* Task item *
Every entry below is to be copied exactly, apart from any picture it holds.

☆ ☆ ☆

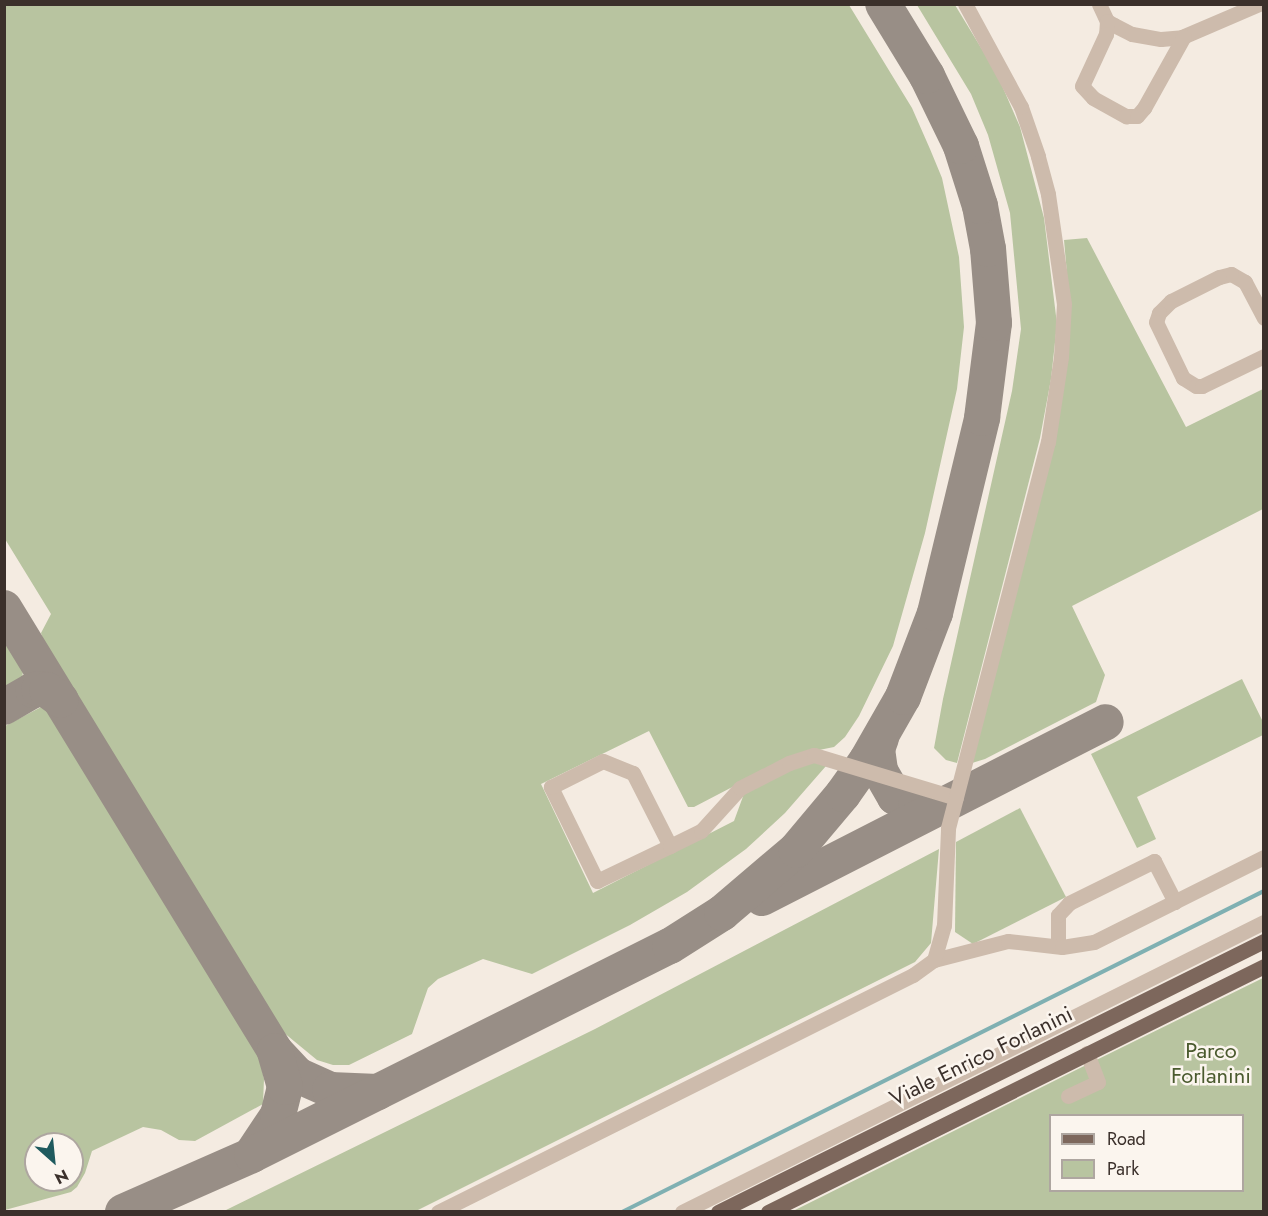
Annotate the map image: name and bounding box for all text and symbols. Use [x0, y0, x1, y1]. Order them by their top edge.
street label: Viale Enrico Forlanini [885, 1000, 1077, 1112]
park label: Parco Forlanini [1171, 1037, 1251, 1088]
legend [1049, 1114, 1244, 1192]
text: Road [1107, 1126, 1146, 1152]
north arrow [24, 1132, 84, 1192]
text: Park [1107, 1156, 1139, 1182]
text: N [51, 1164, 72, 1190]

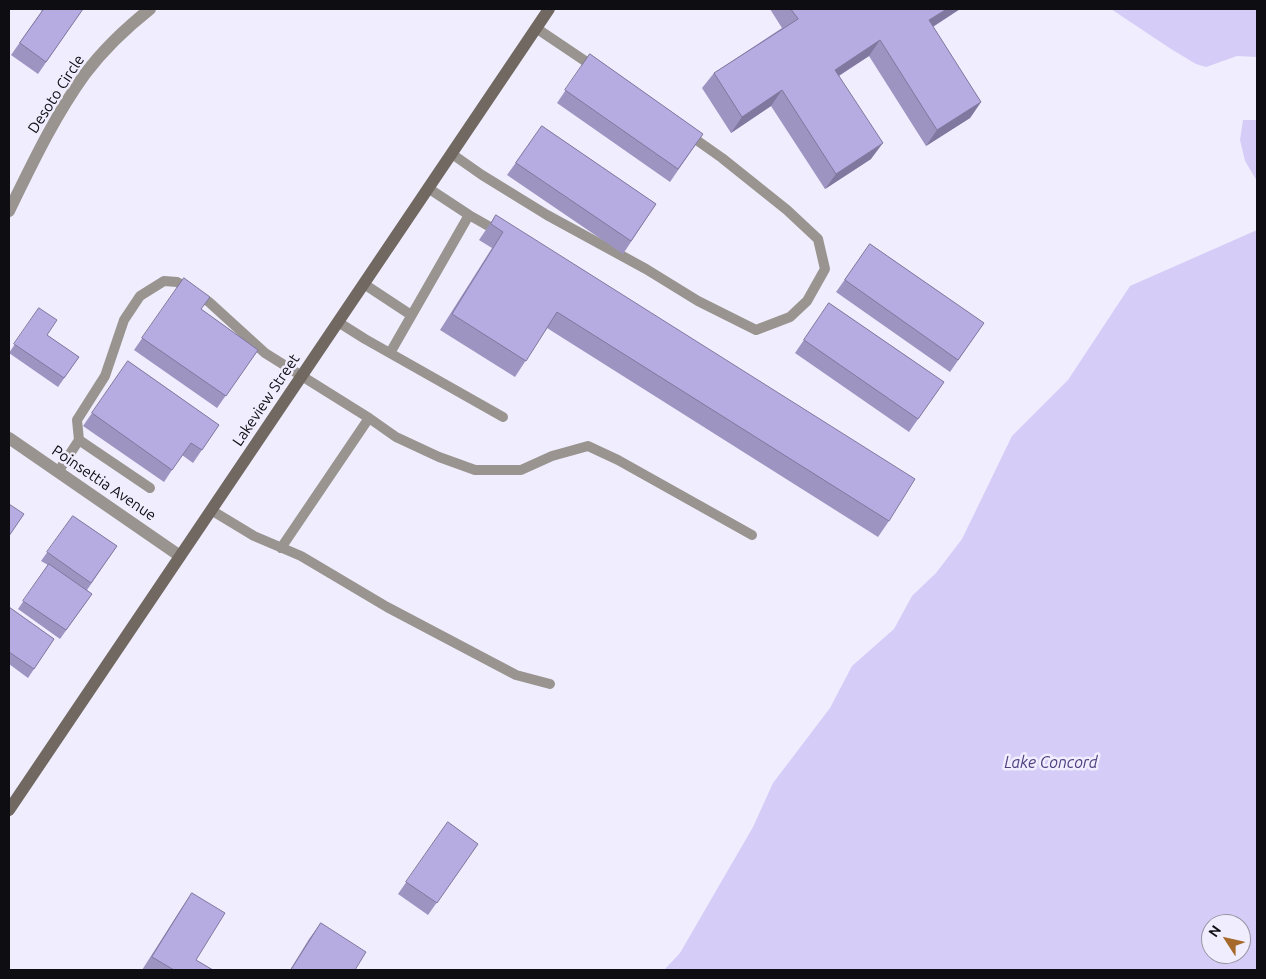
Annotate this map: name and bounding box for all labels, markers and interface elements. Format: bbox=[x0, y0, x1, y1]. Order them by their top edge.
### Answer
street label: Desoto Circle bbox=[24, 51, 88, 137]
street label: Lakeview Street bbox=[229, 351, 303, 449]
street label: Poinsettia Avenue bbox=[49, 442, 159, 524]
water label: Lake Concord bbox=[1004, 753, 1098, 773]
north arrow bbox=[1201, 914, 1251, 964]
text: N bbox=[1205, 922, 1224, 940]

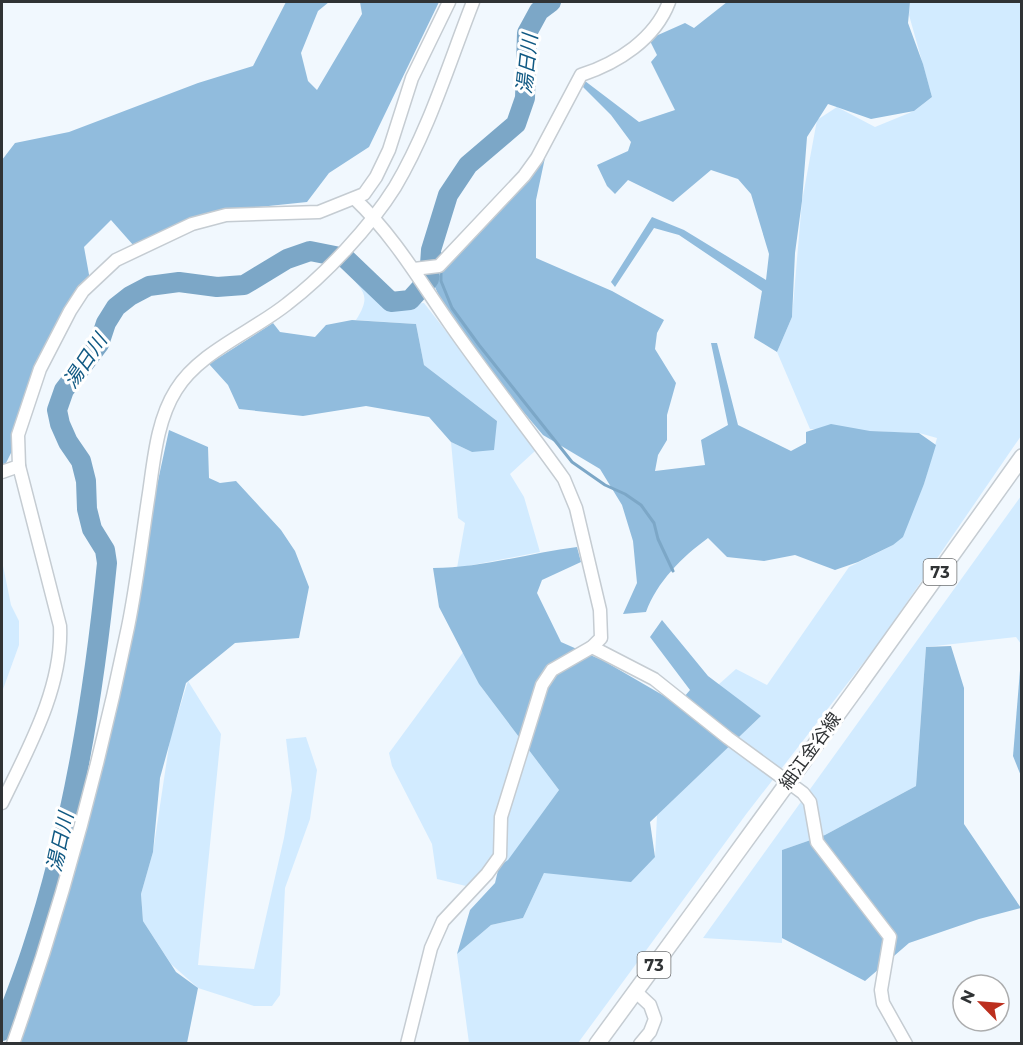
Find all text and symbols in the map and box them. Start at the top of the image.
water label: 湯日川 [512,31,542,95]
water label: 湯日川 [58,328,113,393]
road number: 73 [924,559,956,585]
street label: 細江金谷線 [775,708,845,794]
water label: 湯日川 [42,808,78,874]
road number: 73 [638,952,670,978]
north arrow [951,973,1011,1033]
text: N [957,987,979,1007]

☆ ☆ ☆

* Output of the exercise *
Annotate the map image: name and bounding box for all text and symbols. Use [x0, y0, x1, y1]. Order them by their top edge.
street label: Viale Enrico Forlanini [885, 1000, 1077, 1112]
park label: Parco Forlanini [1171, 1037, 1251, 1088]
legend [1049, 1114, 1244, 1192]
text: Road [1107, 1126, 1146, 1152]
north arrow [24, 1132, 84, 1192]
text: Park [1107, 1156, 1139, 1182]
text: N [51, 1164, 72, 1190]

Annotate this map: name and bounding box for all labels, markers and interface elements. Format: bbox=[x0, y0, x1, y1]. Order them by their top edge.
### Answer
street label: Desoto Circle bbox=[24, 51, 88, 137]
street label: Lakeview Street bbox=[229, 351, 303, 449]
street label: Poinsettia Avenue bbox=[49, 442, 159, 524]
water label: Lake Concord bbox=[1004, 753, 1098, 773]
north arrow bbox=[1201, 914, 1251, 964]
text: N bbox=[1205, 922, 1224, 940]

Find all text and symbols in the map and box them. Start at the top of the image.
water label: 湯日川 [512,31,542,95]
water label: 湯日川 [58,328,113,393]
road number: 73 [924,559,956,585]
street label: 細江金谷線 [775,708,845,794]
water label: 湯日川 [42,808,78,874]
road number: 73 [638,952,670,978]
north arrow [951,973,1011,1033]
text: N [957,987,979,1007]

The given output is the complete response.